- Born: July 10, 1972 (age 54)

Gymnastics career
- Discipline: Rhythmic gymnastics
- Country represented: North Korea
- Medal record
Rhythmic gymnastics
Representing North Korea
Four Continents Championships
| Gold medal – first place | 1990 Tokyo | Ball |
| Bronze medal – third place | 1990 Tokyo | All-around |
Summer Universiade
| Gold medal – first place | 1991 Sheffield | All-around |
| Gold medal – first place | 1991 Sheffield | Ball |
| Gold medal – first place | 1991 Sheffield | Rope |
| Silver medal – second place | 1991 Sheffield | Clubs |

Korean name
- Hangul: 이경희
- RR: I Gyeonghui
- MR: I Kyŏnghŭi

= Li Gyong-hui =

North Korean rhythmic gymnast

Li Gyong-hui (born July 10, 1972) is a retired North Korean rhythmic gymnast and, after her defection, South Korean gymnastic coach.

She competed for the Democratic People's Republic of Korea in the rhythmic gymnastics all-around competition at the 1992 Olympic Games in Barcelona. She was 17th in the qualification and advanced to the final. She placed 17th overall. In 2007, she defected to South Korea and became a gymnastic coach for South Korea.

==Biography==
===Early life===
Li Gyong-hui was born on July 10, 1972, in Pyongyang.
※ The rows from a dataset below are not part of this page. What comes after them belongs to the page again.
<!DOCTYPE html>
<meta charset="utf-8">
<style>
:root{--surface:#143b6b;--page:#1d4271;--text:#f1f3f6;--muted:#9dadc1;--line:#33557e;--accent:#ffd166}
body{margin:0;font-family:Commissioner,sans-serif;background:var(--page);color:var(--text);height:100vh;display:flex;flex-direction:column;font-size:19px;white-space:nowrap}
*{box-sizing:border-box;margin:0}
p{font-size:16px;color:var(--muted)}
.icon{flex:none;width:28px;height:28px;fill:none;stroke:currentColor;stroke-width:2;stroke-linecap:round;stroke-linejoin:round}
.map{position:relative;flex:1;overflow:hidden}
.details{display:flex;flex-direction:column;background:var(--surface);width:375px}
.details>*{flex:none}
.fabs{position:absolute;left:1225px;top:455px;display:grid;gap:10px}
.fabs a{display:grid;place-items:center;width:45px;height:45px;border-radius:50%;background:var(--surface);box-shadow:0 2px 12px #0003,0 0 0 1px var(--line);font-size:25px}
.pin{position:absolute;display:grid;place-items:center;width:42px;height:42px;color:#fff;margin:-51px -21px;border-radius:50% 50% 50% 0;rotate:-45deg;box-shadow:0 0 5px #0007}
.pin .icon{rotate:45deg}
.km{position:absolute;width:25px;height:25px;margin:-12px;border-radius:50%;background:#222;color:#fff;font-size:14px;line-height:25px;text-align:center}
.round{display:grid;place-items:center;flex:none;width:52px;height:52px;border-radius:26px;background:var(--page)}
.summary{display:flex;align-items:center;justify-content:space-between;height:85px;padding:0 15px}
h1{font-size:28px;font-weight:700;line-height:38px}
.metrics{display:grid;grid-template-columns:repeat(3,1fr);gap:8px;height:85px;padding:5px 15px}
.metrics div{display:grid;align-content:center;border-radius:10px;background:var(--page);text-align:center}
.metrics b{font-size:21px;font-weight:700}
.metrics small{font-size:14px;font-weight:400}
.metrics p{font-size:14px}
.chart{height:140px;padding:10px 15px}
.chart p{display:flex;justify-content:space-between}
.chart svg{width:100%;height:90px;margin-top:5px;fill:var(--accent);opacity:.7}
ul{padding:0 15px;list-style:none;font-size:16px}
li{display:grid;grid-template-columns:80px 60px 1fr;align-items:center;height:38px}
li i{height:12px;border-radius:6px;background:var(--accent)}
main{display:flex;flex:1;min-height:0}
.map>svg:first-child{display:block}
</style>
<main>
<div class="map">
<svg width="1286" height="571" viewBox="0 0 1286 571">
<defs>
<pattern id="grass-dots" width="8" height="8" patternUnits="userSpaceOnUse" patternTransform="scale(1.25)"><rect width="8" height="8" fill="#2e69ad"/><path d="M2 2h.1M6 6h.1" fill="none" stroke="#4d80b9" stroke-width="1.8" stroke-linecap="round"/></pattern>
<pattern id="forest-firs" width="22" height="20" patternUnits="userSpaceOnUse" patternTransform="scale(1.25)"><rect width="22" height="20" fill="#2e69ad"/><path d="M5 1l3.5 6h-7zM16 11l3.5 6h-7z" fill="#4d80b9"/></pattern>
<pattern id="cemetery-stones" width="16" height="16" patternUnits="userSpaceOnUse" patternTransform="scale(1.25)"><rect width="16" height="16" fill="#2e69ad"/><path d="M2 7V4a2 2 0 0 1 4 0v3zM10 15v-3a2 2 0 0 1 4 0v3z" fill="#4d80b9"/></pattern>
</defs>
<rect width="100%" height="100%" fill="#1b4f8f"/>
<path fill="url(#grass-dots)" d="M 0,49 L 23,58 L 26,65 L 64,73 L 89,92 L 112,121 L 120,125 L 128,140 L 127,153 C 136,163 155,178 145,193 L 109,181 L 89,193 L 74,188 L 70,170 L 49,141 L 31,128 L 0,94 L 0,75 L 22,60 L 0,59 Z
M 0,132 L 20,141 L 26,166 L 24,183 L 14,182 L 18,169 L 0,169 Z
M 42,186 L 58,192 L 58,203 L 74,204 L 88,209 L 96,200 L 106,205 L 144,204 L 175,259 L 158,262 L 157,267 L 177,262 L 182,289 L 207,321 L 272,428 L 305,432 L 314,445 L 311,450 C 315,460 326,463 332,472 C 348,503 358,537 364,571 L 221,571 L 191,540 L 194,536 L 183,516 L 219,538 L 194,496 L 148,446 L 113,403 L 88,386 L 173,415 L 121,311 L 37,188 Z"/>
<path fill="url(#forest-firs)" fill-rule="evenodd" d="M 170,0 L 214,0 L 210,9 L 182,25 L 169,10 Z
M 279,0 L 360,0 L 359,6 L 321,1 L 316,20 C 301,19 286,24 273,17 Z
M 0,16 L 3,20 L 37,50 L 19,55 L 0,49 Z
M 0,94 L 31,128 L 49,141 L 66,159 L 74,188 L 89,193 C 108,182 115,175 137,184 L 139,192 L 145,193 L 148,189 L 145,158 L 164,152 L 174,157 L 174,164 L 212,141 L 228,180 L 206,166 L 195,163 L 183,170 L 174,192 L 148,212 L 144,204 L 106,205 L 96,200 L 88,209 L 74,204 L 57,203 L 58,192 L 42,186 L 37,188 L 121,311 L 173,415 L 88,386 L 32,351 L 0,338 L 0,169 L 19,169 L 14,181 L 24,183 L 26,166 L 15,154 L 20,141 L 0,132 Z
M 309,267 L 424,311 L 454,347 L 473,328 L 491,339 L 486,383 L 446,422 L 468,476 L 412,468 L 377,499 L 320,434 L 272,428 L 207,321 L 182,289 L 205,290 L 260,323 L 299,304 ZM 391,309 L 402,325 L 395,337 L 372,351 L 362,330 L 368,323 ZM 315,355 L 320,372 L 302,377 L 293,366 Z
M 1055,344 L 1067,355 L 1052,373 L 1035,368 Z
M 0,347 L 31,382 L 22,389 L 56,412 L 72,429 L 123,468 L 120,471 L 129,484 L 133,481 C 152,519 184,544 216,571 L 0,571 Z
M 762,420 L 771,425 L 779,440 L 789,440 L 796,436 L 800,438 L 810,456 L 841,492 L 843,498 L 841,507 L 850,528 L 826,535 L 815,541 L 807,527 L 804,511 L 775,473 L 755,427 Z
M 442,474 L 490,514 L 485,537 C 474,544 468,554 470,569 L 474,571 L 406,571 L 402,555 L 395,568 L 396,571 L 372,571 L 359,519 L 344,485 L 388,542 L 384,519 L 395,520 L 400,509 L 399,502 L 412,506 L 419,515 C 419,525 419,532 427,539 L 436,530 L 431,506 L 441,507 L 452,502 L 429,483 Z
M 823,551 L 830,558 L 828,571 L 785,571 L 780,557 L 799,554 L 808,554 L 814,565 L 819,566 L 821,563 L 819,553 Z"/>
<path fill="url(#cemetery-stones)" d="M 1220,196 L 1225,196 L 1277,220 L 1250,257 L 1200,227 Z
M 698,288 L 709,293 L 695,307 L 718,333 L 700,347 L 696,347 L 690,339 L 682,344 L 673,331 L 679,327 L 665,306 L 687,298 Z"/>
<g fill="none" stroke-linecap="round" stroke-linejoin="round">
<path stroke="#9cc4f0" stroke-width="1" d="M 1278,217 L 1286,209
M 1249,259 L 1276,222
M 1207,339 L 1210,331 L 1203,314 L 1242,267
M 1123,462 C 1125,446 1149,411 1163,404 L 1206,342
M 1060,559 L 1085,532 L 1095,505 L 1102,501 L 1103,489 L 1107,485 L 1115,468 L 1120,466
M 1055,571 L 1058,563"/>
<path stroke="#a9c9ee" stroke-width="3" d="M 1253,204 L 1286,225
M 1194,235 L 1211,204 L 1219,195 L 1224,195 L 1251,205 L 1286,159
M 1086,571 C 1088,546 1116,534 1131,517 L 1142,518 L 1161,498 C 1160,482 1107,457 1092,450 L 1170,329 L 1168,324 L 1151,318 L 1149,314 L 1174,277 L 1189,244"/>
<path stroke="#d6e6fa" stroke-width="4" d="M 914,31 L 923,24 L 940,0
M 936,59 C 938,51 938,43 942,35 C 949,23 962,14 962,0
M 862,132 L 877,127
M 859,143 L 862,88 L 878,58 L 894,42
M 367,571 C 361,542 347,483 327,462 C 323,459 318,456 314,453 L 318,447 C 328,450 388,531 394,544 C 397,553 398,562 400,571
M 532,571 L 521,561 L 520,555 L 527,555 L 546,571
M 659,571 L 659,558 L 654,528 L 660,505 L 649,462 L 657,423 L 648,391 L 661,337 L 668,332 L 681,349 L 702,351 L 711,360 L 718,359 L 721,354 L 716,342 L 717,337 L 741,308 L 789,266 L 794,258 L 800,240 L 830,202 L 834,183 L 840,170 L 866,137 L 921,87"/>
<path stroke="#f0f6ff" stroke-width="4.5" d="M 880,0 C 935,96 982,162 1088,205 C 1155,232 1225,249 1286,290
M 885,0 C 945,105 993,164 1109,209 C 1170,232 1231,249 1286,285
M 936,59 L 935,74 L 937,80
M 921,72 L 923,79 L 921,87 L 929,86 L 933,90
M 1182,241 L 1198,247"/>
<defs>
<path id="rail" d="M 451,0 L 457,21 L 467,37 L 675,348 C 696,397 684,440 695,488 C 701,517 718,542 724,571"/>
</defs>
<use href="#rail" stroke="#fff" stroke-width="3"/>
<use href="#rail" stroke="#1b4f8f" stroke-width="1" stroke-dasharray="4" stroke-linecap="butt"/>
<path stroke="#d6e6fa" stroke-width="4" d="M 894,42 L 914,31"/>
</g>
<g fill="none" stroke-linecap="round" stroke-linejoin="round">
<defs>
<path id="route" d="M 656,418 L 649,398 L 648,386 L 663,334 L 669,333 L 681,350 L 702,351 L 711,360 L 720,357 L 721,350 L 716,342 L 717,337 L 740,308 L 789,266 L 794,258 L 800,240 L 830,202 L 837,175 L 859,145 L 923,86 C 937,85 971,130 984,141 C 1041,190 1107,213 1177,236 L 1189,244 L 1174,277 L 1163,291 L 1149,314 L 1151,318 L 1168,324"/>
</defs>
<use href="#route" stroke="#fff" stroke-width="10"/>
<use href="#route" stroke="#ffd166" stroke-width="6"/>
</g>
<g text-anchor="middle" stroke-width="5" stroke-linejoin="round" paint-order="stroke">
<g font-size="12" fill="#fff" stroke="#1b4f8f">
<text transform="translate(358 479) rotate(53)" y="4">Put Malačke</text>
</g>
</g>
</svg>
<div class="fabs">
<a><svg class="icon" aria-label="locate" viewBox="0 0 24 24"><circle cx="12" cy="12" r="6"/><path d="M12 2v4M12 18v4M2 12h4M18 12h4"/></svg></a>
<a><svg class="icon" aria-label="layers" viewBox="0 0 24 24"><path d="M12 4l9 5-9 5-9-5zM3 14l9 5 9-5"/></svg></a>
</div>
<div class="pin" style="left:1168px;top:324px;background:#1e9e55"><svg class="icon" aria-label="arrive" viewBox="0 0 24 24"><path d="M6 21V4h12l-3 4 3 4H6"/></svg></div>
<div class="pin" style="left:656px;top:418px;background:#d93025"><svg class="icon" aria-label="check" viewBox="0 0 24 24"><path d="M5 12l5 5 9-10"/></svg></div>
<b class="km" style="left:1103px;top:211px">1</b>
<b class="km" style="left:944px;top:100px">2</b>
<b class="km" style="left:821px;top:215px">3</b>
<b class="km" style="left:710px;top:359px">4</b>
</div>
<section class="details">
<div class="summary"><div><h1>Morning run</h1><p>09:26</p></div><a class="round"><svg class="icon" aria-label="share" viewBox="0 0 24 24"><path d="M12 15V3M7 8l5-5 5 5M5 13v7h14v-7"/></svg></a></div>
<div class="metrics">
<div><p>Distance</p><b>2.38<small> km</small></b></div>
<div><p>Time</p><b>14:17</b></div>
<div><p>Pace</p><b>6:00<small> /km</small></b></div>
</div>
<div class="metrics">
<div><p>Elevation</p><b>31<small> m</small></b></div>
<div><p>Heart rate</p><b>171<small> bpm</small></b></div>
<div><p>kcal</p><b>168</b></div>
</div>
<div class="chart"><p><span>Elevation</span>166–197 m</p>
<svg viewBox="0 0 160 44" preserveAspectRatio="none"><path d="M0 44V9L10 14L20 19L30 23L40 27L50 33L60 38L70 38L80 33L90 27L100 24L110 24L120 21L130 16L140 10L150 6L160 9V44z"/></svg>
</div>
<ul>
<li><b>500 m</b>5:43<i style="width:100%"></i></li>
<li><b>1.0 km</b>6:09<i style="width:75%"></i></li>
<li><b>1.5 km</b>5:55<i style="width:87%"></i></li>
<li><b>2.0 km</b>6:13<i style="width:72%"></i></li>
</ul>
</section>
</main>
Her father (who died in 2004) was a teacher who re-educated major party officials at the Kim Il Sung Higher Party School.
She first started rhythmic gymnastics at age 11 because of her mom. Her father originally opposed the idea of making Li into a rhythmic gymnast as he wanted her to go to university and was concerned about her career as a gymnast hindering her academic achievements to go to university.

===Defecting from North Korea===
She defected from North Korea in 2007 and now has South Korean citizenship. She worked as a coach for the South Korean rhythmic gymnastics team until 2017. She gained spotlight in South Korea for her sexual assault lawsuit case against the former member of the South Korean gymnastics association.